Task objective: Print each entry as it appears. Images stay out of the copy.

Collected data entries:
____________________
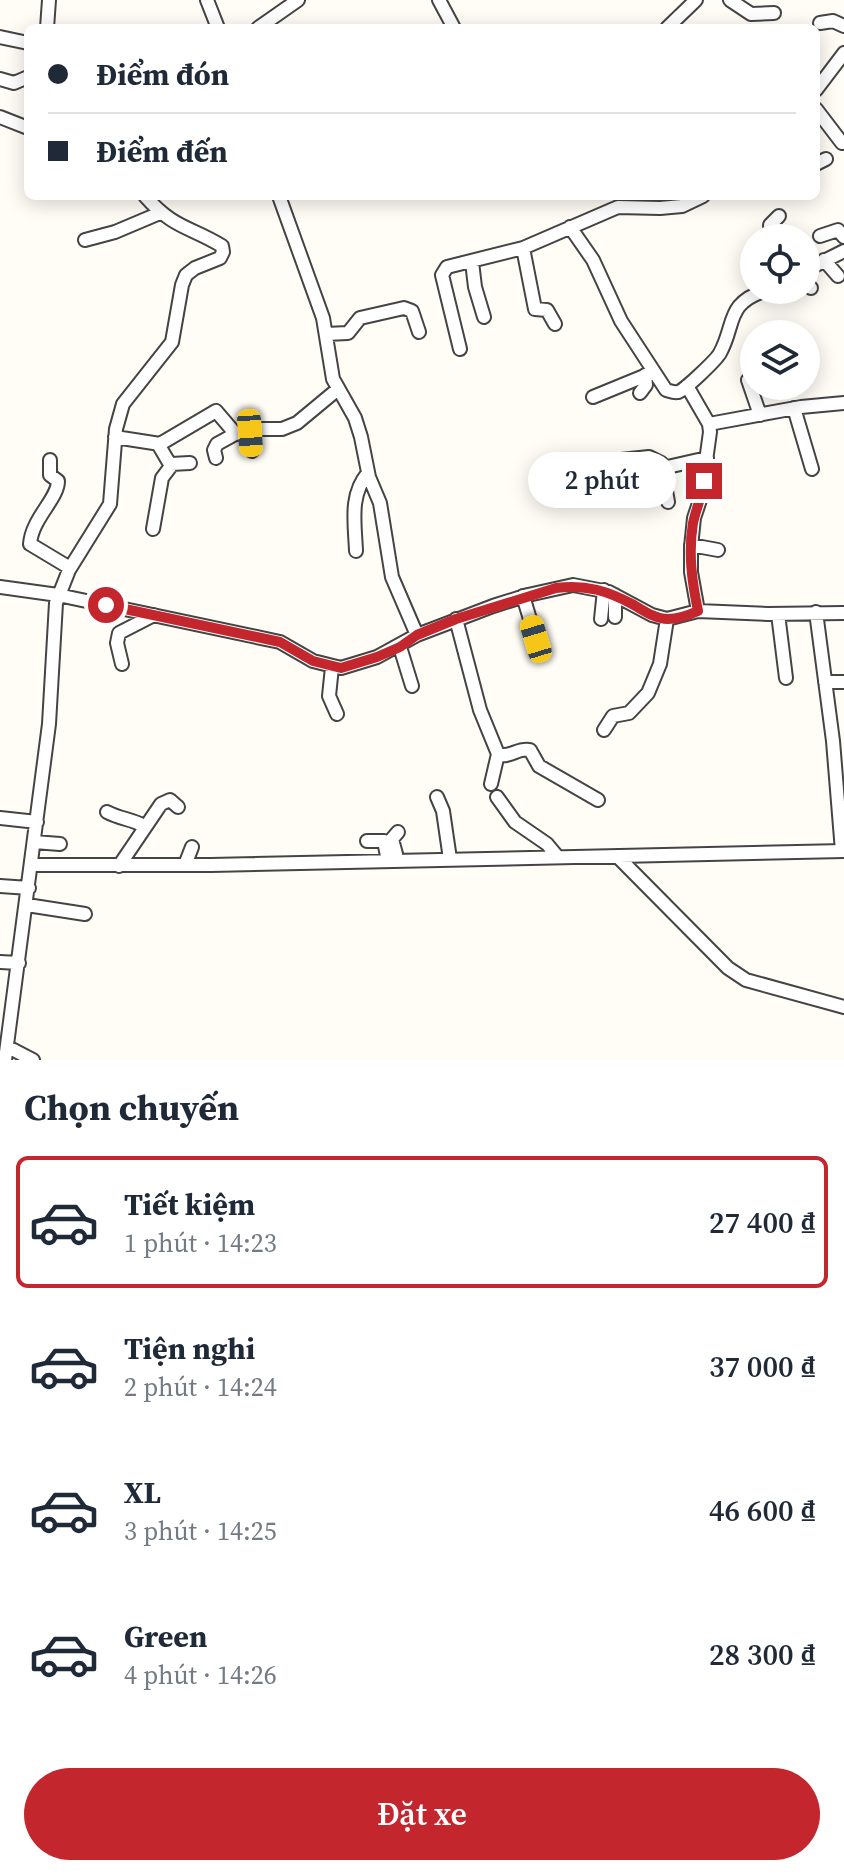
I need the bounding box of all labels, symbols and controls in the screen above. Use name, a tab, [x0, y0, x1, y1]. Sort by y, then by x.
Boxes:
text: Điểm đón	[96, 54, 229, 95]
text: Điểm đến	[96, 131, 228, 172]
map controls	[740, 224, 820, 400]
button: locate	[740, 224, 820, 304]
button: layers	[740, 320, 820, 400]
car	[236, 408, 264, 458]
callout: 2 phút	[528, 453, 676, 509]
text: 2 phút	[565, 462, 639, 498]
route end	[686, 463, 722, 499]
route start	[88, 587, 124, 623]
car	[518, 613, 554, 665]
text: Chọn chuyến	[24, 1083, 239, 1132]
text: Tiết kiệm	[124, 1184, 255, 1225]
icon: car	[28, 1186, 100, 1258]
text: 27 400 ₫	[709, 1202, 816, 1243]
text: 1 phút · 14:23	[124, 1225, 277, 1261]
text: Tiện nghi	[124, 1328, 255, 1369]
icon: car	[28, 1330, 100, 1402]
text: 37 000 ₫	[709, 1346, 816, 1387]
text: 2 phút · 14:24	[124, 1369, 277, 1405]
text: XL	[124, 1472, 161, 1513]
icon: car	[28, 1474, 100, 1546]
text: 46 600 ₫	[709, 1490, 816, 1531]
text: 3 phút · 14:25	[124, 1513, 277, 1549]
text: Green	[124, 1616, 207, 1657]
icon: car	[28, 1618, 100, 1690]
text: 28 300 ₫	[709, 1634, 816, 1675]
text: 4 phút · 14:26	[124, 1657, 277, 1693]
button: Đặt xe	[24, 1768, 820, 1860]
____________________
Written response:
I need the bounding box of all labels, symbols and controls in the screen above. Use name, a tab, [x0, y0, x1, y1]. Sort by y, then by x.
Boxes:
text: Điểm đón	[96, 54, 229, 95]
text: Điểm đến	[96, 131, 228, 172]
map controls	[740, 224, 820, 400]
button: locate	[740, 224, 820, 304]
button: layers	[740, 320, 820, 400]
car	[236, 408, 264, 458]
callout: 2 phút	[528, 453, 676, 509]
text: 2 phút	[565, 462, 639, 498]
route end	[686, 463, 722, 499]
route start	[88, 587, 124, 623]
car	[518, 613, 554, 665]
text: Chọn chuyến	[24, 1083, 239, 1132]
text: Tiết kiệm	[124, 1184, 255, 1225]
icon: car	[28, 1186, 100, 1258]
text: 27 400 ₫	[709, 1202, 816, 1243]
text: 1 phút · 14:23	[124, 1225, 277, 1261]
text: Tiện nghi	[124, 1328, 255, 1369]
icon: car	[28, 1330, 100, 1402]
text: 37 000 ₫	[709, 1346, 816, 1387]
text: 2 phút · 14:24	[124, 1369, 277, 1405]
text: XL	[124, 1472, 161, 1513]
icon: car	[28, 1474, 100, 1546]
text: 46 600 ₫	[709, 1490, 816, 1531]
text: 3 phút · 14:25	[124, 1513, 277, 1549]
text: Green	[124, 1616, 207, 1657]
icon: car	[28, 1618, 100, 1690]
text: 28 300 ₫	[709, 1634, 816, 1675]
text: 4 phút · 14:26	[124, 1657, 277, 1693]
button: Đặt xe	[24, 1768, 820, 1860]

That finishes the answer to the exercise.